*** MATERIAL SHOWN ***
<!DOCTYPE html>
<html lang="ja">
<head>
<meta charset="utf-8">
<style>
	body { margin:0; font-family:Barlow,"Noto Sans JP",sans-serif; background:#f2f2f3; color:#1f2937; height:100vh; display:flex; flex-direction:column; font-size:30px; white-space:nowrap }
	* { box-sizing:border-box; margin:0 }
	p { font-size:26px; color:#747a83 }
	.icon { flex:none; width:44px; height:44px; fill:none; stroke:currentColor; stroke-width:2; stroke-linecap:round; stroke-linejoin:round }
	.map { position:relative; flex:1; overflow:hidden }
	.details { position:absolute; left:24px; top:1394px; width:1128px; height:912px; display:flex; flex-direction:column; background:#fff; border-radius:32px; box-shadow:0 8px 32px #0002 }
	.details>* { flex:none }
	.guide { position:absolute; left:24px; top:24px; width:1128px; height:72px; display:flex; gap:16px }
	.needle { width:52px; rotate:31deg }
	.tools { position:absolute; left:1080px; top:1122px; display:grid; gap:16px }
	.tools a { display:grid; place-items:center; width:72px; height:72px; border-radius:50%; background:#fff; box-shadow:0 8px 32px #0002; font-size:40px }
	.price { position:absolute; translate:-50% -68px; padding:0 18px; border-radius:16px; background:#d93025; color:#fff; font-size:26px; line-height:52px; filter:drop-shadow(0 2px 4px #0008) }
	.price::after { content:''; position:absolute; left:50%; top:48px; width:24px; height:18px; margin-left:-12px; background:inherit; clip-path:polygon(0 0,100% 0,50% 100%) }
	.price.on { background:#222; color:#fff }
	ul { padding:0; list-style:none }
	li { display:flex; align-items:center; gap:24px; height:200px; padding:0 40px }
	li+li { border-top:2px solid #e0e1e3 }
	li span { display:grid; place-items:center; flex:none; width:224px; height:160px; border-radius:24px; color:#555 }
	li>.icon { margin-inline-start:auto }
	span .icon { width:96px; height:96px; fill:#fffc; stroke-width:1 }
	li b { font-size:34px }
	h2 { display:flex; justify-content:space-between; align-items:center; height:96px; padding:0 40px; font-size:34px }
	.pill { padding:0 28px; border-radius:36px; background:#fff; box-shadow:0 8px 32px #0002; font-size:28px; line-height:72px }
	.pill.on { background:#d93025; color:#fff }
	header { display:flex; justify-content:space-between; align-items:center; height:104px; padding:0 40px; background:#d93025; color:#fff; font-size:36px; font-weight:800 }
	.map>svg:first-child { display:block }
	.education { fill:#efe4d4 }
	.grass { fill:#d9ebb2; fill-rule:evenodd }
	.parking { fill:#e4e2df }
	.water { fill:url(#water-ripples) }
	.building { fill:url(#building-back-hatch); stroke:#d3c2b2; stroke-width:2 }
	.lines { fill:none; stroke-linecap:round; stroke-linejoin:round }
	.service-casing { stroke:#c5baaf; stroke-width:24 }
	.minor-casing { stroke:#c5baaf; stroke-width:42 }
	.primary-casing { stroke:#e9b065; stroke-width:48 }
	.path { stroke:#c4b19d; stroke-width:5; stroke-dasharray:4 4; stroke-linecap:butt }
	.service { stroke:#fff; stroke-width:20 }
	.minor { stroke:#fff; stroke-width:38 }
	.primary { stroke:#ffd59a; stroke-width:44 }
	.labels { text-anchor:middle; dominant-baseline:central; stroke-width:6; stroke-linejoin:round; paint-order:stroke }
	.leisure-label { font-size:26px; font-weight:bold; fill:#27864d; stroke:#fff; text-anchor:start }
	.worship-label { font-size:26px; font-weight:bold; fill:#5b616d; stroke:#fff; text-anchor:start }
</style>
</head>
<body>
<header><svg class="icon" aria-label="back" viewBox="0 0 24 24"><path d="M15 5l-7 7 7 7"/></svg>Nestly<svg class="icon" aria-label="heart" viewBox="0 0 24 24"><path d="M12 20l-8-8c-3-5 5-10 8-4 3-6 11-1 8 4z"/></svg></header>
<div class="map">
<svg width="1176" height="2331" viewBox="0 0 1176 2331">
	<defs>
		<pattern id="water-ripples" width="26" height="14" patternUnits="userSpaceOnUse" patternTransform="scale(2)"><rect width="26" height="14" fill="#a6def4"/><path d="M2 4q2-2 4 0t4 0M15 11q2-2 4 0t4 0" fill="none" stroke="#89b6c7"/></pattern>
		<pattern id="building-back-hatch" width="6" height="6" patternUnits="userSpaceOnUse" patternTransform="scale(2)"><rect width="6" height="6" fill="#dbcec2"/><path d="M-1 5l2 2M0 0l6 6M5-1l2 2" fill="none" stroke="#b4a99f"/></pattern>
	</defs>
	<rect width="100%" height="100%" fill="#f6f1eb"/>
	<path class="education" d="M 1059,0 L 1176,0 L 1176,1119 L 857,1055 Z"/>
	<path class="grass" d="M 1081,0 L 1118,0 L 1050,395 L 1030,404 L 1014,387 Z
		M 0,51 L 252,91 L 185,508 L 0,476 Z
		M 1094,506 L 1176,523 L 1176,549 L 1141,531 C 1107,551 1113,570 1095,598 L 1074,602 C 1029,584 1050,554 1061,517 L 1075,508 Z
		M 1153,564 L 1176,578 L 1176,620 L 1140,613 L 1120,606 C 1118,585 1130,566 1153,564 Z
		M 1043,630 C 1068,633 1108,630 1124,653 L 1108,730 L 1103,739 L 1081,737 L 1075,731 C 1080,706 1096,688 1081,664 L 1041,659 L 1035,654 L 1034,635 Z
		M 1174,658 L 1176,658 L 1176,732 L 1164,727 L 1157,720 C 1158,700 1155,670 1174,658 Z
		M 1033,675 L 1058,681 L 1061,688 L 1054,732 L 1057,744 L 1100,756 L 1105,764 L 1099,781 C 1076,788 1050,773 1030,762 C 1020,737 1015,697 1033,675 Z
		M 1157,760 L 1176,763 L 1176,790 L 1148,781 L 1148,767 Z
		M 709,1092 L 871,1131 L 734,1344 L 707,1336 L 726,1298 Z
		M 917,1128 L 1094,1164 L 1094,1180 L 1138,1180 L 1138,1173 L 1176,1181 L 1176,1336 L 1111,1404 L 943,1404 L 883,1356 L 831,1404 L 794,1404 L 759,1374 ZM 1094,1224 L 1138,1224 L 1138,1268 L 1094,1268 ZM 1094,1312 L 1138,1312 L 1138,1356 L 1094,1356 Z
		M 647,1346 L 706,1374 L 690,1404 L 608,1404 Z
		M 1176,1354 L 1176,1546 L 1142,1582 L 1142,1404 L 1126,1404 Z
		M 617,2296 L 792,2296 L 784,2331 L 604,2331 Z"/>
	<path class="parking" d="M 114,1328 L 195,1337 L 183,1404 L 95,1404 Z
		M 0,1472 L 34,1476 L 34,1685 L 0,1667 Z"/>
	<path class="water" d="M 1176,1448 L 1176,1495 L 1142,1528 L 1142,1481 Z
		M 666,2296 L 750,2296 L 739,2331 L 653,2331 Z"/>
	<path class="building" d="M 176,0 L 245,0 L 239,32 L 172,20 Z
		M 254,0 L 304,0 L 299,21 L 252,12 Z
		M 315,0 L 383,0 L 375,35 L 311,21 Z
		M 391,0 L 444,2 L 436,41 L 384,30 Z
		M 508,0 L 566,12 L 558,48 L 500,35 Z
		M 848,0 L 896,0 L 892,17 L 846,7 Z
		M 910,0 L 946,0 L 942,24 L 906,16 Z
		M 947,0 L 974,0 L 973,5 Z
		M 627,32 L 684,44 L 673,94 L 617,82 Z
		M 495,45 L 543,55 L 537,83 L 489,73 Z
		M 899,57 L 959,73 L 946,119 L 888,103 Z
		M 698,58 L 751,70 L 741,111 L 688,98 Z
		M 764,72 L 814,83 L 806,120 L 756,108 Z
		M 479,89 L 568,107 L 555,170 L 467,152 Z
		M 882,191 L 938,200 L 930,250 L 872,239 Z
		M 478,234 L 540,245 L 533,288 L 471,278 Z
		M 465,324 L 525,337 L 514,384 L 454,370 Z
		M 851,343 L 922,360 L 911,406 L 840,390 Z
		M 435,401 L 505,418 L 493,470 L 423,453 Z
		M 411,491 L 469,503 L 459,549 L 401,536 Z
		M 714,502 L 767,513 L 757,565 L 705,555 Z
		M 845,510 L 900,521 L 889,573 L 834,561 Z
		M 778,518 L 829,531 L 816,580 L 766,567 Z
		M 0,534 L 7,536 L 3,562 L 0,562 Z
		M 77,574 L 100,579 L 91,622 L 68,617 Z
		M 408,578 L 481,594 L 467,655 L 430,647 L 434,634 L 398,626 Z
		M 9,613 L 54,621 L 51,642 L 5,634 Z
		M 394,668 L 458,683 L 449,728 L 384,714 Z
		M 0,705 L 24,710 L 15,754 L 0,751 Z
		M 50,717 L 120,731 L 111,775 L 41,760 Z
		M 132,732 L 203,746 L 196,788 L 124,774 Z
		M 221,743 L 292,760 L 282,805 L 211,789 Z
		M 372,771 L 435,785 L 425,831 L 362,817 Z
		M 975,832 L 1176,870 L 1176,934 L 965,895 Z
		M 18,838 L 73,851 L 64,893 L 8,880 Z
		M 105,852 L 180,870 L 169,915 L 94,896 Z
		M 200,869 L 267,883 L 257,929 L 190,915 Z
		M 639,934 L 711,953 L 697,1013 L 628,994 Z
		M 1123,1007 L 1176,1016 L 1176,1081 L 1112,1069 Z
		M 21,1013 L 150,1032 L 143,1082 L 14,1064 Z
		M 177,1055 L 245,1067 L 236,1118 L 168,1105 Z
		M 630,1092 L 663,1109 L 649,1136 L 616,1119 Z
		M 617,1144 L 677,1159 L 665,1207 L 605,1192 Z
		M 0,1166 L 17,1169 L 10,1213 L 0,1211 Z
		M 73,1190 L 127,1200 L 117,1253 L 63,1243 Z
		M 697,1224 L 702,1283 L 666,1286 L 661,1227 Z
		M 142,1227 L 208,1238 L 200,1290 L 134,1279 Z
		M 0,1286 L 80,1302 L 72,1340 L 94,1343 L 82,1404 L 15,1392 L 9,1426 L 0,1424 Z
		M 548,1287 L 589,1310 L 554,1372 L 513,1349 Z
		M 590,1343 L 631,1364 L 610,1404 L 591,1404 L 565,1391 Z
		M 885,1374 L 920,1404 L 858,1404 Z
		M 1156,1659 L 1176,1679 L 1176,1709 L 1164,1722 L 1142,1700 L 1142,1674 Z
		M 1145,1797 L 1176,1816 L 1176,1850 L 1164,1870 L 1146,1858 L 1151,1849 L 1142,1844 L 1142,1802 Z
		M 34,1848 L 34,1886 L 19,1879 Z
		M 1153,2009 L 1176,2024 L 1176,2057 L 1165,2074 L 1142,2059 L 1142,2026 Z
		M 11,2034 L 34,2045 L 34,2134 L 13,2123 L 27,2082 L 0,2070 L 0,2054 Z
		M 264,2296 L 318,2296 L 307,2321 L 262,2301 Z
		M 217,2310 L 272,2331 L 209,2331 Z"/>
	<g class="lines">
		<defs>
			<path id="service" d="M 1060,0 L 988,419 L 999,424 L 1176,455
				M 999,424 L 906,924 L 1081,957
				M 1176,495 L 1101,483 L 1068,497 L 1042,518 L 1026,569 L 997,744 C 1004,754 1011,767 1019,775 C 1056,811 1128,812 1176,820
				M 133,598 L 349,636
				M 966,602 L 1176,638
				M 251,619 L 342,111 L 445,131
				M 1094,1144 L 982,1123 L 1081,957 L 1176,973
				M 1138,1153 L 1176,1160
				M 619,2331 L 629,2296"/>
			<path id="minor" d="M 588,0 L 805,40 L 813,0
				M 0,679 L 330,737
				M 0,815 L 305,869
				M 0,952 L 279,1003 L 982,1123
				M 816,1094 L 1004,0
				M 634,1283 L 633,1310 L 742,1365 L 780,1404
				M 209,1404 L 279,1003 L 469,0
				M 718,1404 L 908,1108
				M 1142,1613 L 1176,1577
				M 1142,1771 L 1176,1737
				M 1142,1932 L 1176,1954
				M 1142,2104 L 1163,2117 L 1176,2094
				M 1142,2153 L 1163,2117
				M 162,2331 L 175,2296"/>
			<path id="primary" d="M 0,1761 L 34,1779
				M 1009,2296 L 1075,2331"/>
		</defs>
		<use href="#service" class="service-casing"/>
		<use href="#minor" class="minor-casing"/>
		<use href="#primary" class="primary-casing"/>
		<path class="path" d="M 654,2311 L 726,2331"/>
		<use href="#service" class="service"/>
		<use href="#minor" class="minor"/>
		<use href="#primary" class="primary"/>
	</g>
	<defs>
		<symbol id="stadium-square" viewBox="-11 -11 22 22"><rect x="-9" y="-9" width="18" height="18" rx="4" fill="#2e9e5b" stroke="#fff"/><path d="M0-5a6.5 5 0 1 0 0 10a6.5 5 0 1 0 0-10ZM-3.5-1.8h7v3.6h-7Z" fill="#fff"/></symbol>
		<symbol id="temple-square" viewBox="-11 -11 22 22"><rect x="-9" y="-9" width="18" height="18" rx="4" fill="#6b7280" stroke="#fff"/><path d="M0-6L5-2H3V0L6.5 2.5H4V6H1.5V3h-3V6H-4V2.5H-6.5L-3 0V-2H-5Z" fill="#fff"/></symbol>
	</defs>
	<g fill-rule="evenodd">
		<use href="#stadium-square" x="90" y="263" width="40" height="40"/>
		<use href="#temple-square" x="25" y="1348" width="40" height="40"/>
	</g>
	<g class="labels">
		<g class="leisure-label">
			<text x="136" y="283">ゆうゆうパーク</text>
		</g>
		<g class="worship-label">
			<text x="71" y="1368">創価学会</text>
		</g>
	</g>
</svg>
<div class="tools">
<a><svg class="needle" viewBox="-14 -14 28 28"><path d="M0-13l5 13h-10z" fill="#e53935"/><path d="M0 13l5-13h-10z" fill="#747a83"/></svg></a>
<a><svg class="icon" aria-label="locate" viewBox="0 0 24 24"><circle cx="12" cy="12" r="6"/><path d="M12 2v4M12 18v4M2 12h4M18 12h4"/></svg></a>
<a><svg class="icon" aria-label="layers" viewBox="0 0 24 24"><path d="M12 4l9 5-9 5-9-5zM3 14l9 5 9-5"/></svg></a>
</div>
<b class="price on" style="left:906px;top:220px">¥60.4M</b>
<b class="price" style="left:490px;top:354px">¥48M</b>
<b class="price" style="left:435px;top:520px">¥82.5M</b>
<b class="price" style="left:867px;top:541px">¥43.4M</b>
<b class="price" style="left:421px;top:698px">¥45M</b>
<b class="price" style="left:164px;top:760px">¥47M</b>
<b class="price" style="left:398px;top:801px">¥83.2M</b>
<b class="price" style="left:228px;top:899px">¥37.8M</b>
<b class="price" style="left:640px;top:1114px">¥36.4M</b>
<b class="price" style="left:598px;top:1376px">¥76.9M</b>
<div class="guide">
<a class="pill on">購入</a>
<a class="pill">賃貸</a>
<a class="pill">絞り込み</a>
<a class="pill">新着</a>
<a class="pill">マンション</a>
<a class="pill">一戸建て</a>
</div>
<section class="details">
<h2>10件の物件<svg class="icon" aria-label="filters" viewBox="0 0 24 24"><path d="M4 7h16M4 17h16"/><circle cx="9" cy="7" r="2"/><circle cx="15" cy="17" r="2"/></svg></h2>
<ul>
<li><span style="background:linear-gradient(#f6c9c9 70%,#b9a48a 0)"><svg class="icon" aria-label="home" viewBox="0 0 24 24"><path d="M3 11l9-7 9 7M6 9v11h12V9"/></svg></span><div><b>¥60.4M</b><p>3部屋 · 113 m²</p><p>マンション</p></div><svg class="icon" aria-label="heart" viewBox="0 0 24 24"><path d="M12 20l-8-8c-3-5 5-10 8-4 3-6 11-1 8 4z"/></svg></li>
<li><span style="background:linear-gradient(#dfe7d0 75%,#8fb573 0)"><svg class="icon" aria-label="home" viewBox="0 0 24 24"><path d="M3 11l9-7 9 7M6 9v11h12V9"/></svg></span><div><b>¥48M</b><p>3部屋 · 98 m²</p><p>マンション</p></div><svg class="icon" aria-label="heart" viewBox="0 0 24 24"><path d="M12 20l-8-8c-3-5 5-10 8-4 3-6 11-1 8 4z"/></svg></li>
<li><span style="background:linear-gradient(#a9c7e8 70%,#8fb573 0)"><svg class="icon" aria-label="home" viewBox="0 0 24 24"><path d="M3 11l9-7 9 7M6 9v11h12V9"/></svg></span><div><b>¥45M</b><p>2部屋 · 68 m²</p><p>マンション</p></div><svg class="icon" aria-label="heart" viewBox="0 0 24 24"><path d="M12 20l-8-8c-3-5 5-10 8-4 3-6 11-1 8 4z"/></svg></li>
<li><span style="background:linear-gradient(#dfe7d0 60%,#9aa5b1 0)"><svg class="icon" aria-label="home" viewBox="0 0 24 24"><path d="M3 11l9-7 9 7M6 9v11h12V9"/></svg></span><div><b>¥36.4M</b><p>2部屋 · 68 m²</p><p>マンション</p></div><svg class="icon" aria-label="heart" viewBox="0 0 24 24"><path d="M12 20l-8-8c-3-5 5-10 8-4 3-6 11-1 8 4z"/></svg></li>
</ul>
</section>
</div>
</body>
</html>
*** End of MATERIAL SHOWN ***
#### ASSIGNMENT
Using the data above, print exactly the lines from the line that contains "M 0,705 L 24,710 L 15,754 L 0,751 Z" through the line that contains "M 639,934 L 711,953 L 697,1013 L 628,994 Z", with both included.

#### ANSWER TO THIS PROBLEM
		M 0,705 L 24,710 L 15,754 L 0,751 Z
		M 50,717 L 120,731 L 111,775 L 41,760 Z
		M 132,732 L 203,746 L 196,788 L 124,774 Z
		M 221,743 L 292,760 L 282,805 L 211,789 Z
		M 372,771 L 435,785 L 425,831 L 362,817 Z
		M 975,832 L 1176,870 L 1176,934 L 965,895 Z
		M 18,838 L 73,851 L 64,893 L 8,880 Z
		M 105,852 L 180,870 L 169,915 L 94,896 Z
		M 200,869 L 267,883 L 257,929 L 190,915 Z
		M 639,934 L 711,953 L 697,1013 L 628,994 Z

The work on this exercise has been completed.